▶ [The task]:
Look through the entries below and report every line that has "serif".

▶ [Source material]:
.....

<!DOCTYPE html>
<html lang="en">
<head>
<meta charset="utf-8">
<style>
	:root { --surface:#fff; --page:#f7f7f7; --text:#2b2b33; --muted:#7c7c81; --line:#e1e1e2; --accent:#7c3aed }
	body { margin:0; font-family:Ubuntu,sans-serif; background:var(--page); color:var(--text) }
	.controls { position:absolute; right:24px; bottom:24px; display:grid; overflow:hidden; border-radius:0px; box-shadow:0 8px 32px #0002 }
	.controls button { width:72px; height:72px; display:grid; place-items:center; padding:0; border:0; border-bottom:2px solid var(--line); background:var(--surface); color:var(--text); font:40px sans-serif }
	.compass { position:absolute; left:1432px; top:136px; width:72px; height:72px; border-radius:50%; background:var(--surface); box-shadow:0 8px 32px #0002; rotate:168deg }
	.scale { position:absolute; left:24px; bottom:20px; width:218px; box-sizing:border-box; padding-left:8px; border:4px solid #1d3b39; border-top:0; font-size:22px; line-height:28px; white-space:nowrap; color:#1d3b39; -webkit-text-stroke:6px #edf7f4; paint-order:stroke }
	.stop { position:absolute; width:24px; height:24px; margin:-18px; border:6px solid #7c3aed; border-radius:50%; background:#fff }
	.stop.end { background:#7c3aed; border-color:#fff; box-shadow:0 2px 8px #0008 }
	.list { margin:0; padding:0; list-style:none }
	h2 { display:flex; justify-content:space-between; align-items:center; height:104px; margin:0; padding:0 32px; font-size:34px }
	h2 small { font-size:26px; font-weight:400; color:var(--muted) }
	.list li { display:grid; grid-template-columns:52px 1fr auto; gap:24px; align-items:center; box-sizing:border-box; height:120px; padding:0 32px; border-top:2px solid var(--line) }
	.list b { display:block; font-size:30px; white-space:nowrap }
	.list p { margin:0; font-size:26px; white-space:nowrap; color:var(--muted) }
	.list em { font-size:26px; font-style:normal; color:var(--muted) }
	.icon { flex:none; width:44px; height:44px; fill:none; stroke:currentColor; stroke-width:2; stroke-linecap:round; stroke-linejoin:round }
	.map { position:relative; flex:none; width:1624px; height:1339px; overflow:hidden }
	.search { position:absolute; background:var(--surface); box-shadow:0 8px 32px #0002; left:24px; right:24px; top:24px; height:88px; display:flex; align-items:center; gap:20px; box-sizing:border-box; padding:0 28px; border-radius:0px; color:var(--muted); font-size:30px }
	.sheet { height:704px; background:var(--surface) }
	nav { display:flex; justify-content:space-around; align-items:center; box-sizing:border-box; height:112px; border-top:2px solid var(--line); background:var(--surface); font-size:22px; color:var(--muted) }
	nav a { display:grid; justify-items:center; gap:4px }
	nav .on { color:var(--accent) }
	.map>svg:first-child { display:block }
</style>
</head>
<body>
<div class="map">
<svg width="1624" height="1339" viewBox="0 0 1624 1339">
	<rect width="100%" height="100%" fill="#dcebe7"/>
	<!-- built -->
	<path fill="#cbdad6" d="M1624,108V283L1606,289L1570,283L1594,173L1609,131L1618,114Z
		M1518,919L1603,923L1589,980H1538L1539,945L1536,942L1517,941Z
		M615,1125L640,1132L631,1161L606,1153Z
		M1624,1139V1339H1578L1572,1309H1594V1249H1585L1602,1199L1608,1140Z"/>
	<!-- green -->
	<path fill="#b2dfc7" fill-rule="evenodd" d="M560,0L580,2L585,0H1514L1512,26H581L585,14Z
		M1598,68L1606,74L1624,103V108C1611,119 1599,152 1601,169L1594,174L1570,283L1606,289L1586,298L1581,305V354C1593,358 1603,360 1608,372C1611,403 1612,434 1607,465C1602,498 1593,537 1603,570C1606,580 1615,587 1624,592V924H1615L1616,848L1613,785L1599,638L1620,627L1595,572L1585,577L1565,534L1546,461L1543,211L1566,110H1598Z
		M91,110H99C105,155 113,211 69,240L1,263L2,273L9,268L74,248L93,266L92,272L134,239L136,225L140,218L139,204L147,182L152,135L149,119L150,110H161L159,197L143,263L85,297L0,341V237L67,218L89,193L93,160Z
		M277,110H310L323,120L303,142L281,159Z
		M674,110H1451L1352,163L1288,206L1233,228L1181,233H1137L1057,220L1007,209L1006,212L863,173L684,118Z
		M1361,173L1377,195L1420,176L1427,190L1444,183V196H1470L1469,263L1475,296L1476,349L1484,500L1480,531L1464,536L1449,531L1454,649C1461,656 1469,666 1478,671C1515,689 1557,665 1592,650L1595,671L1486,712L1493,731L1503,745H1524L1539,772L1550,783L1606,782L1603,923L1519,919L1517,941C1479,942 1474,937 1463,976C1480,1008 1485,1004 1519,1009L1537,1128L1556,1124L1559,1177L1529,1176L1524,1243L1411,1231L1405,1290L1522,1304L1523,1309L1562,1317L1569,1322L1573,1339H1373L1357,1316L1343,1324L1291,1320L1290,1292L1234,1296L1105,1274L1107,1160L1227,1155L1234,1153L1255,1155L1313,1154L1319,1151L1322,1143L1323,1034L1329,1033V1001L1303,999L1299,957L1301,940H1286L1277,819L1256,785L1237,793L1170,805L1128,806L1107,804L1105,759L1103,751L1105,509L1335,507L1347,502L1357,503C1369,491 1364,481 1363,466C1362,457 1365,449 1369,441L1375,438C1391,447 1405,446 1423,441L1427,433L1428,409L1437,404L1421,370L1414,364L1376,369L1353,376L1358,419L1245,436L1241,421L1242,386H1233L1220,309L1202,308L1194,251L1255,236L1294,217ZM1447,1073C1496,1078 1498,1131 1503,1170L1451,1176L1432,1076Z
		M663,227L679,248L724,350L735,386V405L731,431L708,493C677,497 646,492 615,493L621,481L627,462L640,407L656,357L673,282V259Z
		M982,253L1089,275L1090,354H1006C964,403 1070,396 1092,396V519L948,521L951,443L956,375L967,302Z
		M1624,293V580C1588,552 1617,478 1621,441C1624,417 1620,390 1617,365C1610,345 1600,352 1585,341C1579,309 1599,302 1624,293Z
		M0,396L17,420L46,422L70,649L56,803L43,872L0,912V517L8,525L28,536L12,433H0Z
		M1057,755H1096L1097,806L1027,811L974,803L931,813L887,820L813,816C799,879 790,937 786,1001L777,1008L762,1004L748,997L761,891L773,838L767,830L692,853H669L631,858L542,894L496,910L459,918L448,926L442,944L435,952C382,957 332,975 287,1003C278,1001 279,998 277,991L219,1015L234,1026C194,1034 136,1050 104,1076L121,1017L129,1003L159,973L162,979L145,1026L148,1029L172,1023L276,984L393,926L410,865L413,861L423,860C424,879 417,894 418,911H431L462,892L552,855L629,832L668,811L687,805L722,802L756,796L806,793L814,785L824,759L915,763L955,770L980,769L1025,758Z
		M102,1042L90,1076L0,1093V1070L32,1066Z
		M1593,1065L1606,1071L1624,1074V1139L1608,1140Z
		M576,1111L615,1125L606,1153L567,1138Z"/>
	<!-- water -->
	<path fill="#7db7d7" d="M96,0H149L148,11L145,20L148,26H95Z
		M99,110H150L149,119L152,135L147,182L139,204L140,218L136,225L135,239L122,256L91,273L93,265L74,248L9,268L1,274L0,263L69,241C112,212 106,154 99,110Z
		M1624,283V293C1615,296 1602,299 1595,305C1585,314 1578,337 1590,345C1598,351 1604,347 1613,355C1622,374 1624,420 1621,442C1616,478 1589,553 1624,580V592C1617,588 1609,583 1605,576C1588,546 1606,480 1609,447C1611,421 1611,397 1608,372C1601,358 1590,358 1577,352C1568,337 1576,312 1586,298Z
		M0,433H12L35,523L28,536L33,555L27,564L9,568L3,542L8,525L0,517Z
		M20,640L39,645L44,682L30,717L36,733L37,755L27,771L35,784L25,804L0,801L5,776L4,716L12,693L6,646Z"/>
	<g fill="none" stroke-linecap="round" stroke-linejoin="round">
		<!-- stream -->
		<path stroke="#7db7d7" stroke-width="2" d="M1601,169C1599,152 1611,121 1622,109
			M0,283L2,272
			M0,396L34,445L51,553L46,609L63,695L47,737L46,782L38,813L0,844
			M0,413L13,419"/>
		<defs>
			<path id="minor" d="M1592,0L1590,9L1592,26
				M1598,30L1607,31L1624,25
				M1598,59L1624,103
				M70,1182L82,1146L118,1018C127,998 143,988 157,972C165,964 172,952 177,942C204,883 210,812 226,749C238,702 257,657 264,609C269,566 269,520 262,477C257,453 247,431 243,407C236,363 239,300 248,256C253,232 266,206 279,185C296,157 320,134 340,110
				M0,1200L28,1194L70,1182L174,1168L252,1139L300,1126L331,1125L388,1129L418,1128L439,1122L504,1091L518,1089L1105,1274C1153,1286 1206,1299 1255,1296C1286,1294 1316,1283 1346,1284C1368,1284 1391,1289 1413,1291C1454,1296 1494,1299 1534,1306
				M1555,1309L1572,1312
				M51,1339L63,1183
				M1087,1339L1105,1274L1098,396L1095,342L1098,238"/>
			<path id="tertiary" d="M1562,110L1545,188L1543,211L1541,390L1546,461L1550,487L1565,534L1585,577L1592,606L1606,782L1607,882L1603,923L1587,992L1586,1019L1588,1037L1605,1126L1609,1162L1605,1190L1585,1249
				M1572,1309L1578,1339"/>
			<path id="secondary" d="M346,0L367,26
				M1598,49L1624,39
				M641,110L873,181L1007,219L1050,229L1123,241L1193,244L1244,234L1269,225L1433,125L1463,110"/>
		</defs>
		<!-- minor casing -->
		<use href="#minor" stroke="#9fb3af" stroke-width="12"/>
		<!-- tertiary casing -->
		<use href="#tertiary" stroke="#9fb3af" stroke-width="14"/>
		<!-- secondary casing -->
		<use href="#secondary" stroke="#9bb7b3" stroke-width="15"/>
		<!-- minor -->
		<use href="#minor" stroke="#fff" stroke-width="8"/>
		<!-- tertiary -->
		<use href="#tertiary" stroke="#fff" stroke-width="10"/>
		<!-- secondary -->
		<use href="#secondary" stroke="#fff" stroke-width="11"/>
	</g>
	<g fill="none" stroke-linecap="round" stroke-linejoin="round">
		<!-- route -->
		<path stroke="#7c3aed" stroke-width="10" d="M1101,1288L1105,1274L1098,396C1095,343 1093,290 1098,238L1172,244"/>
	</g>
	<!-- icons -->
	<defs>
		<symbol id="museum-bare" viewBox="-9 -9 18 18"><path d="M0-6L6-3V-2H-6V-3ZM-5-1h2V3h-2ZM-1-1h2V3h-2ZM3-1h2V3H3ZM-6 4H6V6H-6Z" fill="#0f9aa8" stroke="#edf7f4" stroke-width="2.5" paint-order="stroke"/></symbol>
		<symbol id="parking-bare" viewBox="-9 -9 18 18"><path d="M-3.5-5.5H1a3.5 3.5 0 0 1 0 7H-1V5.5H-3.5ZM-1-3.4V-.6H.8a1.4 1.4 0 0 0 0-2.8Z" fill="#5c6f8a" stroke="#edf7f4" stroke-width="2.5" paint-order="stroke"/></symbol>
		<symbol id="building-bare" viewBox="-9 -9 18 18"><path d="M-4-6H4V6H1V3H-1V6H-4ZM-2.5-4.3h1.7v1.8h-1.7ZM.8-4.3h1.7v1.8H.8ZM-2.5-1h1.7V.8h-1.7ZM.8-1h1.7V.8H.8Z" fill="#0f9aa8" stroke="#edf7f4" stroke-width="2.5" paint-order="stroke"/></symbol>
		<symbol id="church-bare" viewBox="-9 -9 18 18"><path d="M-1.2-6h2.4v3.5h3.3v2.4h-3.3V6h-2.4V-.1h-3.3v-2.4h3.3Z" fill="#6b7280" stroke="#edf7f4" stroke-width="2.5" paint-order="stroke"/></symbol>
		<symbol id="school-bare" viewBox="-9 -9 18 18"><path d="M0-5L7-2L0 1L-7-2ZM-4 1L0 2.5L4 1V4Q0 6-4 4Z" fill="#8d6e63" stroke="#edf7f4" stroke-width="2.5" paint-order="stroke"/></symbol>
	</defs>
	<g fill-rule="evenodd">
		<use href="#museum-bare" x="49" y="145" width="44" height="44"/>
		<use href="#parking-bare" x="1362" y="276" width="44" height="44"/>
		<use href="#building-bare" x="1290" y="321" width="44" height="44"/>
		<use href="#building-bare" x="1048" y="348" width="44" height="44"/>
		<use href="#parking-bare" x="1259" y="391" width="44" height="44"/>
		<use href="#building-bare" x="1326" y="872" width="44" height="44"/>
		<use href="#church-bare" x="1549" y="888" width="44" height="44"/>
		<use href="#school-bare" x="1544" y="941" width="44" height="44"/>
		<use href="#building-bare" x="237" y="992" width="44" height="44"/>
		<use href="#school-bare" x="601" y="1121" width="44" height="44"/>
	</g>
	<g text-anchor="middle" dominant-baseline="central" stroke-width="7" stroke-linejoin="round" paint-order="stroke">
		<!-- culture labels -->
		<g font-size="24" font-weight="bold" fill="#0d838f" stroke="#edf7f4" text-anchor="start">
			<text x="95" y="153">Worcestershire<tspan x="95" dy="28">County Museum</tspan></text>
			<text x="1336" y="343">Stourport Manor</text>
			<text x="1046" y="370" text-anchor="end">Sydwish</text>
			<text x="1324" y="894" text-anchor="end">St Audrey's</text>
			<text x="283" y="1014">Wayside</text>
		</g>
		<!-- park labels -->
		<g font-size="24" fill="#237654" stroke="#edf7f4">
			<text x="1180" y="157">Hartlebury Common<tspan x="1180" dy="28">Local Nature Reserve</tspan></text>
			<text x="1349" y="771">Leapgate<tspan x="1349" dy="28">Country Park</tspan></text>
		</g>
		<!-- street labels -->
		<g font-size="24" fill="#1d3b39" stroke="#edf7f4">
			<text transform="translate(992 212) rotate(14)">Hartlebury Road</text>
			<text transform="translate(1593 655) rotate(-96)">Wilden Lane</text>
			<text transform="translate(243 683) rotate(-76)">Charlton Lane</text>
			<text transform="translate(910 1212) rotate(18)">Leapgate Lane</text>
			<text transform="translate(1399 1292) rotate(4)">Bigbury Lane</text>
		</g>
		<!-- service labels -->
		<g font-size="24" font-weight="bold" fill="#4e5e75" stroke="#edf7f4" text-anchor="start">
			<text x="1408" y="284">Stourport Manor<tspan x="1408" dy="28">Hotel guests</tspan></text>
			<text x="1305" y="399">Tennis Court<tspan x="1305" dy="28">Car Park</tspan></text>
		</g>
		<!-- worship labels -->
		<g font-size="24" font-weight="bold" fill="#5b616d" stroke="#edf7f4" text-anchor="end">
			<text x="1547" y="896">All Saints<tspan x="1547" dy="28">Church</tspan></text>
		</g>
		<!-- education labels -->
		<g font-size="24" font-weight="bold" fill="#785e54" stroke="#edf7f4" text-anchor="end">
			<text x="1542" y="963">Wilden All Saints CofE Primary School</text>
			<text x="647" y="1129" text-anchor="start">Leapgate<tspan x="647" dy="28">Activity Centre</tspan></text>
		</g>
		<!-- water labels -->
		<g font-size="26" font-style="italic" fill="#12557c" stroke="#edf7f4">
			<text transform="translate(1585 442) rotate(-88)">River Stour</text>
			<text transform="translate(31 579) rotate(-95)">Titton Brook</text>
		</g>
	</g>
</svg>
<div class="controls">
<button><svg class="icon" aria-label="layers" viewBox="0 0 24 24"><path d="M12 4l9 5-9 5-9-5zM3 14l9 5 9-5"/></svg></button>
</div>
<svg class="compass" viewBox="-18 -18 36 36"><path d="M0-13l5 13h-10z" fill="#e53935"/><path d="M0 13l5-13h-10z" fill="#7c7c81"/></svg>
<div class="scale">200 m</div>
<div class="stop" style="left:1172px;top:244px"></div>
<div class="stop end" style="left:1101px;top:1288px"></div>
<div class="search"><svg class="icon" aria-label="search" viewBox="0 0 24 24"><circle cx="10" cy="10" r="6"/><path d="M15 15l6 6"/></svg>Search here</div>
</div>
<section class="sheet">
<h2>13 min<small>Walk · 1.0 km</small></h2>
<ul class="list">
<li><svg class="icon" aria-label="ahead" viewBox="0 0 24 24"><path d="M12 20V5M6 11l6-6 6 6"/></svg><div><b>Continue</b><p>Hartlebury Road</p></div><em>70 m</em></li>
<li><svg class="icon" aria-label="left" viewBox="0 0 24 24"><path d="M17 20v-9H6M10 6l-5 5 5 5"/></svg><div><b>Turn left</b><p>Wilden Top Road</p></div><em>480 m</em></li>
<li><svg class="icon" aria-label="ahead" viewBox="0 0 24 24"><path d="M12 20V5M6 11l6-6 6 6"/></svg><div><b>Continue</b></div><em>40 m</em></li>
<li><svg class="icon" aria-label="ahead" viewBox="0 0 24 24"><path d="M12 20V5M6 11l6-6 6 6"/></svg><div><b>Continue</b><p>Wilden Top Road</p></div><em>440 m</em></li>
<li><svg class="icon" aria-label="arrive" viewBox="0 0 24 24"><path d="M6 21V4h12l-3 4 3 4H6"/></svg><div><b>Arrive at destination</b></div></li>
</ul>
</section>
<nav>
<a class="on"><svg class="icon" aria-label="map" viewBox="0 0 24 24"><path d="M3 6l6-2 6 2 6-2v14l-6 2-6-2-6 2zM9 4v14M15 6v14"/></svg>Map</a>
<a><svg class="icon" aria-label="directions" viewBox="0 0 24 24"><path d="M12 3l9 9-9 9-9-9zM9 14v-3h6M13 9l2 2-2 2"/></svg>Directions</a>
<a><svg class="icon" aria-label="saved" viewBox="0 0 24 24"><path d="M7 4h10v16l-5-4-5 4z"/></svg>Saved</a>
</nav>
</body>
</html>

.....

▶ [Result below]:
	body { margin:0; font-family:Ubuntu,sans-serif; background:var(--page); color:var(--text) }
	.controls button { width:72px; height:72px; display:grid; place-items:center; padding:0; border:0; border-bottom:2px solid var(--line); background:var(--surface); color:var(--text); font:40px sans-serif }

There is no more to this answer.